The Australian Army Nursing Service (AANS) was an Australian Army Reserve unit which provided a pool of trained civilian nurses who had volunteered for military service during wartime. The AANS was formed in 1902 by amalgamating the nursing services of the colonial-era militaries, and formed part of the Australian Army Medical Corps.

== World War I ==
During World War I, 2861 women joined the AANS AIF for overseas service. To enlist, women had to be between 25 and 40, unmarried and needed to be educated with a minimum of a 3 year qualification. The AANS deployed nurses to many countries such as Belgium, Egypt, England France, Greece and India. They worked in a variety of settings, such as in the Allied hospitals behind the front line, and in Casualty Clearing Stations, which were up close to the front line, as well as on hospital transports such as ships, trains, and barges. Hundreds more served in the AANS AMF on home service in Australia.

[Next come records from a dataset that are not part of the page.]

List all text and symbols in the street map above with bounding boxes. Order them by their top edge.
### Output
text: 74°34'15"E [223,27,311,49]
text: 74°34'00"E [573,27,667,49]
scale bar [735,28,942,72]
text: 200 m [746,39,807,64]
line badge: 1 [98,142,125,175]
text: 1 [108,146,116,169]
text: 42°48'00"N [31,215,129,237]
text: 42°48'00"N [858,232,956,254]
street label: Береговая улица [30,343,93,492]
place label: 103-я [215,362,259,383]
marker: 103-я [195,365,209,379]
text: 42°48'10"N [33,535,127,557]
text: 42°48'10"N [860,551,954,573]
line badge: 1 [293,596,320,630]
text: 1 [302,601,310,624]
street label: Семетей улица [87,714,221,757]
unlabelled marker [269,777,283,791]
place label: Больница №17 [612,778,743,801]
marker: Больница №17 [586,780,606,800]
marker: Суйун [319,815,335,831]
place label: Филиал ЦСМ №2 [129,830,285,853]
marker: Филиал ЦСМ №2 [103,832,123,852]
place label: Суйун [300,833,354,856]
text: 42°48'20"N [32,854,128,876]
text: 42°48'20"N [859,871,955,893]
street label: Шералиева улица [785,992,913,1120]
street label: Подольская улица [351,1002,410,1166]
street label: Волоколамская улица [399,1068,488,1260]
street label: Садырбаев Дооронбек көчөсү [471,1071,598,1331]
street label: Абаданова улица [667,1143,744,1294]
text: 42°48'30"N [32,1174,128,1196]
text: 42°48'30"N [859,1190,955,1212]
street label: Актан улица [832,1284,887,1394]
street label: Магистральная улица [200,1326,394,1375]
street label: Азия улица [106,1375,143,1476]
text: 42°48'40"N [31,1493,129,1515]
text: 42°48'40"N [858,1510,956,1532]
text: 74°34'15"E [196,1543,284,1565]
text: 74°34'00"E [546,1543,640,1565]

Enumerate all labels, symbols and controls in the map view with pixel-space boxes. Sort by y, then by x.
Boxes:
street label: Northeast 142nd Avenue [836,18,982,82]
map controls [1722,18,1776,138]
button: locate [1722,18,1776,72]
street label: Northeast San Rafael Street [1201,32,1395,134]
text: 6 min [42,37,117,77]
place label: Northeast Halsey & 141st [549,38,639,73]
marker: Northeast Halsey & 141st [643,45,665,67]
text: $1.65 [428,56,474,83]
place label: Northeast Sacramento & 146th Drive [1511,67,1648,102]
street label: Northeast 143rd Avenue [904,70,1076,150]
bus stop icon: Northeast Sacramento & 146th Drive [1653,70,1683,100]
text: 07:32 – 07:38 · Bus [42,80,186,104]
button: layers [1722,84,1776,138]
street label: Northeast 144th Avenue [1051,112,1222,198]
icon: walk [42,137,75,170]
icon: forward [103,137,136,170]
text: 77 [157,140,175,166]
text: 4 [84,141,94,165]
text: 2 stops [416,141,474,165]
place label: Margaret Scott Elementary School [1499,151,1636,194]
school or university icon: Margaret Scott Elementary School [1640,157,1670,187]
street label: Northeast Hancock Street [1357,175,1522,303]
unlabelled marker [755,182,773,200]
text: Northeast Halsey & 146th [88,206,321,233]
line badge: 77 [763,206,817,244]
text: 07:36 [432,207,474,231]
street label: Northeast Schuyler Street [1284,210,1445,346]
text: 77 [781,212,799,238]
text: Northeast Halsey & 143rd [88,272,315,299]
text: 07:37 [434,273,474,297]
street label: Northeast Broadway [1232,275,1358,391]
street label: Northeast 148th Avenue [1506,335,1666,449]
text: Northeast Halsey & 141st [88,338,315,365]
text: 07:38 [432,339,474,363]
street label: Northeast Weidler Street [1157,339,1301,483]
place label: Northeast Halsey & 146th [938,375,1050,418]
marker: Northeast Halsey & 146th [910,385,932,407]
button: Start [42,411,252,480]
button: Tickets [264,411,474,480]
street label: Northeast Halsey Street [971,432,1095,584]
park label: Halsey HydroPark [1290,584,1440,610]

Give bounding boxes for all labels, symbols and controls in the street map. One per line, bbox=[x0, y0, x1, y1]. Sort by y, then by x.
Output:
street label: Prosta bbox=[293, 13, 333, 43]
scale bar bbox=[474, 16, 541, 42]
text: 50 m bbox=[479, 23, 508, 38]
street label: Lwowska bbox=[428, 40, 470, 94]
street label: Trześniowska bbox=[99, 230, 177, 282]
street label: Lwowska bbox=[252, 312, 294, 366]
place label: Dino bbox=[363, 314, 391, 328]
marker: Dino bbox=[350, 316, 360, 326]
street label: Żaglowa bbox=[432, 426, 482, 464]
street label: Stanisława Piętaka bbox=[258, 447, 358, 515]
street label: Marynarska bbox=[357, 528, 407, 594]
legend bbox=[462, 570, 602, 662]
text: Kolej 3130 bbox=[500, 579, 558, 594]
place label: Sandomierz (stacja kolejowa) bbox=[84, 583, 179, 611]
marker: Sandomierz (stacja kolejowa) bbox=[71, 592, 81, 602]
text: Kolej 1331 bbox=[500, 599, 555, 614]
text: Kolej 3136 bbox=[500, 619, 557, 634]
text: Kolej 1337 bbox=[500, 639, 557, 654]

When the first 25 nurses, led by Matron Nellie Gould embarked with the Australian Imperial Forces (AIF) in November 1914, they had no military ranks, and the nurses and the AIF were unclear about how the AANS might fit in with the AIF. At the time, the military's senior medical staff were reluctant to enlist women in nursing roles, preferring to train male soldiers as nursing orderlies. Major General Neville Howse, the director of the medical services in the AIF stated:"The female nurse (as a substitute for the fully trained male nursing orderly) did little toward the actual saving of life in war... although she might promote a more rapid and complete recovery”Jane Bell had been the Lady Superintendent of the Third Military district, and when the war broke up she was responsible for enlisting the Victorian contingent of the 1st Australian General Hospital (1AGH). She departed Australia in December 1914 as the Principal Matron on the hospital ship Kyarra. She put pressure on the Army Medical Service to clarify the roles of the AANS staff, and allow them autonomy over the control and discipline of their own members. She had a number of serious disagreements regarding the control of the nurses with the commanding officer of the 1AGH, Lieutenant-Colonel William Ramsay Smith, and the Registrar, James Barrett, an ophthalmologist from Melbourne. In June 1915 she was promoted to Matron Inspectress. In July 1915 she submitted staffing recommendations to Smith which he rejected, so she requested transfer or to be returned to Australia. Both Bell and Smith were recalled to Australia in August 1915. An inquiry into 1AGH was called to the attention of an Inquiry, and the court found that clearer roles and greater AANS autonomy was required.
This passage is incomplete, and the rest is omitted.